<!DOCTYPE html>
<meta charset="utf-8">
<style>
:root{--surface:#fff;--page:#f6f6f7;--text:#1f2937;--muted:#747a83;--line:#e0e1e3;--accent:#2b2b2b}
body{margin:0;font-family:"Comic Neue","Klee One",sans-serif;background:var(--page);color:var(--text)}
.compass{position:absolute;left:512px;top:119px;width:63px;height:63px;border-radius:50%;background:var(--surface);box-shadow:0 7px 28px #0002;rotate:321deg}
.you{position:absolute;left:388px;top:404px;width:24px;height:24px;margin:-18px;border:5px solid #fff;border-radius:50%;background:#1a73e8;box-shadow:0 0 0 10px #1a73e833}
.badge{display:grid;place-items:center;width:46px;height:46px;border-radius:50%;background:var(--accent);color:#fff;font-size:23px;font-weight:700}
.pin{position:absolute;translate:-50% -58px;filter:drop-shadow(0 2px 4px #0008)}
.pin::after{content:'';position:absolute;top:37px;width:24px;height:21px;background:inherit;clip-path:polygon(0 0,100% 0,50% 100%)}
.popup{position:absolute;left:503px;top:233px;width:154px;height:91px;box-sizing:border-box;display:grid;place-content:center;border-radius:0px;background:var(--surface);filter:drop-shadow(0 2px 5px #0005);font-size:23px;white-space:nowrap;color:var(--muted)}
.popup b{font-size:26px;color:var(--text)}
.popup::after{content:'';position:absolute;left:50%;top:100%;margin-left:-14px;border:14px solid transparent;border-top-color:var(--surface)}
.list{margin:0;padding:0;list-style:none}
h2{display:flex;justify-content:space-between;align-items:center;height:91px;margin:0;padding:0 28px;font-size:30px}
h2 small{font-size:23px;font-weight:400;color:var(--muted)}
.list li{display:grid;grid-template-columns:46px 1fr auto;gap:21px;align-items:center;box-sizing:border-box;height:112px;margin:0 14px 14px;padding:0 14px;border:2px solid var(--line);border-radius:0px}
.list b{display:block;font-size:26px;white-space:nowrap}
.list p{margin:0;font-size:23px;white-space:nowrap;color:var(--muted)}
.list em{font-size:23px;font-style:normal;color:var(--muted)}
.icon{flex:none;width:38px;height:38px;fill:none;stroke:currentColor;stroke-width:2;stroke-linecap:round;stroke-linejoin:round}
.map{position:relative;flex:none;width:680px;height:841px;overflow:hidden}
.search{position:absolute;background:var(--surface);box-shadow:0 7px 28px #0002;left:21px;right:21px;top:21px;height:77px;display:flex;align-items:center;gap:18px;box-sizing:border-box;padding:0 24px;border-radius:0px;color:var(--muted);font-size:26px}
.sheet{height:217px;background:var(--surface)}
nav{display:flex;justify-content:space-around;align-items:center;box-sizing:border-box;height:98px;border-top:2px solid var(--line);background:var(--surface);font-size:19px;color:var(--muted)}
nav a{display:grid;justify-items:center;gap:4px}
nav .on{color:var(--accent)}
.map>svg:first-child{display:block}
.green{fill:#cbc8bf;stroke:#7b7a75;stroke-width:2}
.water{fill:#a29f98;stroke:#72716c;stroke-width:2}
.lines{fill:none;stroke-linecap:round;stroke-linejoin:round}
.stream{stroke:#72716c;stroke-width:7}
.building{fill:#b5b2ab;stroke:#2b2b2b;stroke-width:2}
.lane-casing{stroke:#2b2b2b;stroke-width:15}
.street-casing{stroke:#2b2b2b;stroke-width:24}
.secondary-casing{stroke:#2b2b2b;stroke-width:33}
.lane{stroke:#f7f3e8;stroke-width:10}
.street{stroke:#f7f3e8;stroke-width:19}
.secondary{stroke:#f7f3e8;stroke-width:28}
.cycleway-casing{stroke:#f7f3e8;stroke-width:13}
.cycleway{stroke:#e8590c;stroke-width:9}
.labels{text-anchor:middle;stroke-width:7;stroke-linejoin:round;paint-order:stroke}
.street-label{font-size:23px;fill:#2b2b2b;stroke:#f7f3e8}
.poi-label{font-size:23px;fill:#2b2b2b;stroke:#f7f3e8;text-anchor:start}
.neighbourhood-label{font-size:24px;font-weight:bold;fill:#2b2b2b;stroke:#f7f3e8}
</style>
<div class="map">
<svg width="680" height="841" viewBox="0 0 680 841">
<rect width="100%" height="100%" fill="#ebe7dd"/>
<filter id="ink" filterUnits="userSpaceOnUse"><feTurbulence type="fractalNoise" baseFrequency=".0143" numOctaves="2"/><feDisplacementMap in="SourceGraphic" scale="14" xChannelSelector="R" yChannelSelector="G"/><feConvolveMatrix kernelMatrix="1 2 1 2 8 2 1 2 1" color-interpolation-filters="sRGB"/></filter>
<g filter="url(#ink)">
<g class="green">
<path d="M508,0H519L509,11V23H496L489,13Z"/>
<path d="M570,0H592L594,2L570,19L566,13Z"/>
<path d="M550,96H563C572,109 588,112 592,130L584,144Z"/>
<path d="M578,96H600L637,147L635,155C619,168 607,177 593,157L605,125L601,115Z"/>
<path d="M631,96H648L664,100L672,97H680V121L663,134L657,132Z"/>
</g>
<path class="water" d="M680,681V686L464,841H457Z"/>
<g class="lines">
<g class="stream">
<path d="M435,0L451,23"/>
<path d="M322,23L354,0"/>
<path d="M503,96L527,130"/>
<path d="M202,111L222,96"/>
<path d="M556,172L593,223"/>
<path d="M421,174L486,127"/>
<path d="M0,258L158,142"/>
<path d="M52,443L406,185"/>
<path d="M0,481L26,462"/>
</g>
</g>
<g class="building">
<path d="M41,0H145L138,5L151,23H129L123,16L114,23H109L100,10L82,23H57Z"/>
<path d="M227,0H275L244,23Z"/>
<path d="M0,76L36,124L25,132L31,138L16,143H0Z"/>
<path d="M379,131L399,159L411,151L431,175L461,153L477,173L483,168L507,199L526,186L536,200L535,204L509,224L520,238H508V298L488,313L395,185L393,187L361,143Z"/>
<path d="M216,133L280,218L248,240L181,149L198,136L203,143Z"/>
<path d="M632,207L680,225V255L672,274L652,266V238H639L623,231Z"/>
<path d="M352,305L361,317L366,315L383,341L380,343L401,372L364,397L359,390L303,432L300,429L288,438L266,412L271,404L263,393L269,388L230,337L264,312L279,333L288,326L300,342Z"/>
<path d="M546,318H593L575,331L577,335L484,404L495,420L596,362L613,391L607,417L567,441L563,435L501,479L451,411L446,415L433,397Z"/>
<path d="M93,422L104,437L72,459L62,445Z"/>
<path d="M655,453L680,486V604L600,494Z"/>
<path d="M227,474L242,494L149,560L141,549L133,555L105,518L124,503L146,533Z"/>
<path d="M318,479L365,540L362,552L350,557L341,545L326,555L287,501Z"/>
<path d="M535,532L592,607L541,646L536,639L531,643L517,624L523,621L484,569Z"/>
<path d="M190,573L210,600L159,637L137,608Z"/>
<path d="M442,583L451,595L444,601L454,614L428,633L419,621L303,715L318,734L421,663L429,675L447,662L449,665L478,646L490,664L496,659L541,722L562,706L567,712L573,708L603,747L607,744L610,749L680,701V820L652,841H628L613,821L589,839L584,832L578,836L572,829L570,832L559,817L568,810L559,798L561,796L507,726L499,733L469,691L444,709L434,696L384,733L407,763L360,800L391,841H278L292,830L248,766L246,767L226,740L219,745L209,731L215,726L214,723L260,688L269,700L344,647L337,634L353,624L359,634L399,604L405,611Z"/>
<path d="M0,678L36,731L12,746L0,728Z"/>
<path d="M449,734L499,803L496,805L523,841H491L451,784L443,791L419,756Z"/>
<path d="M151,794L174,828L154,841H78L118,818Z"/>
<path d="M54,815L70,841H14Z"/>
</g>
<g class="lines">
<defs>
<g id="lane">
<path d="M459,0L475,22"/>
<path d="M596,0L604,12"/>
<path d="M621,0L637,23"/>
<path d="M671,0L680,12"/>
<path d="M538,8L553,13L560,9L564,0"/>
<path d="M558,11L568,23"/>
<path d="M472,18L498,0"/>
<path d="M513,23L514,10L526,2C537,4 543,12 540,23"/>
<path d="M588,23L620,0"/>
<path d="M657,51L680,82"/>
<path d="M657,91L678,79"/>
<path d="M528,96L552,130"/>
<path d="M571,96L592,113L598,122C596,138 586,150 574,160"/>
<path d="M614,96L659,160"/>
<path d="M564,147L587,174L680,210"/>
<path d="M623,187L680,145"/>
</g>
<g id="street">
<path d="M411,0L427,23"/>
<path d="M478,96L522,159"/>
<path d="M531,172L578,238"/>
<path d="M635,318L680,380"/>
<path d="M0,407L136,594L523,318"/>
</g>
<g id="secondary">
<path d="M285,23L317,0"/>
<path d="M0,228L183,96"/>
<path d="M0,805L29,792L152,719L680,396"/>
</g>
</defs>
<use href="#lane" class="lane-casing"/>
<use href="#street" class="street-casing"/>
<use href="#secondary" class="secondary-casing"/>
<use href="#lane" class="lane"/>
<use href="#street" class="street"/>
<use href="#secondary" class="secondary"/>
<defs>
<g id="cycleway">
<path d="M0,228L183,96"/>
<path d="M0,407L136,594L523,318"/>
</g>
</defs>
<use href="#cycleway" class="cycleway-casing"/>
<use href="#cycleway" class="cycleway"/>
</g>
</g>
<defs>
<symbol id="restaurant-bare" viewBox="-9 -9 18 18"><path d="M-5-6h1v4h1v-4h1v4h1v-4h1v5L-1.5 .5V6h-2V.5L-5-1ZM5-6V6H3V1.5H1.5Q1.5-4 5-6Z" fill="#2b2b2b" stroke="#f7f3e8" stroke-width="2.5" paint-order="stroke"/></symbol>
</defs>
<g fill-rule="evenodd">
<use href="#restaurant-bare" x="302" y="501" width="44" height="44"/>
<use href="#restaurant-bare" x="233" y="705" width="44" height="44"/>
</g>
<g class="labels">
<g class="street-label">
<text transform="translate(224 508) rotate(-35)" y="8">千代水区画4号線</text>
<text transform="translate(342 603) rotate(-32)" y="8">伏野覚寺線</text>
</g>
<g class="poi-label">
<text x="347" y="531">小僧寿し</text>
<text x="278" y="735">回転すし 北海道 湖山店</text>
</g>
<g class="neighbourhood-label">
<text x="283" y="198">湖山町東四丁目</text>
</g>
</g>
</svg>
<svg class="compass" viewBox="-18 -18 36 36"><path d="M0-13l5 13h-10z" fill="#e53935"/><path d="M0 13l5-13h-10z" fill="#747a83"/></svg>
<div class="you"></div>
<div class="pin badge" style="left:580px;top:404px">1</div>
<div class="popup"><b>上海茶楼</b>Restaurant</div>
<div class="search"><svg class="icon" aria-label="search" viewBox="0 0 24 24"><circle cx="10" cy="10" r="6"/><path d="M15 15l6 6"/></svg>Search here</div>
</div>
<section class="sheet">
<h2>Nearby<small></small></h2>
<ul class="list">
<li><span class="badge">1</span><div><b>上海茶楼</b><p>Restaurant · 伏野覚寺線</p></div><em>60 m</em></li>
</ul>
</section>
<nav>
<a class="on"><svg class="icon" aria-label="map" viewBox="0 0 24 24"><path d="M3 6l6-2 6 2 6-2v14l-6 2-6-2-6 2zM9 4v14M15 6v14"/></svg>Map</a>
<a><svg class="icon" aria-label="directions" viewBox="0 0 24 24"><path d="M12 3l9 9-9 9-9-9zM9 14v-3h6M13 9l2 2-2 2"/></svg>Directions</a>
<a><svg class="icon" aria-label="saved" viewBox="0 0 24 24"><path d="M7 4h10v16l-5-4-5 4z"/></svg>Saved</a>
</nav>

★ ★ ★ ★

Exercise details —
In the records above, which lines hold the string "street"? Copy each one.

Your response —
.street-casing{stroke:#2b2b2b;stroke-width:24}
.street{stroke:#f7f3e8;stroke-width:19}
.street-label{font-size:23px;fill:#2b2b2b;stroke:#f7f3e8}
<g id="street">
<use href="#street" class="street-casing"/>
<use href="#street" class="street"/>
<g class="street-label">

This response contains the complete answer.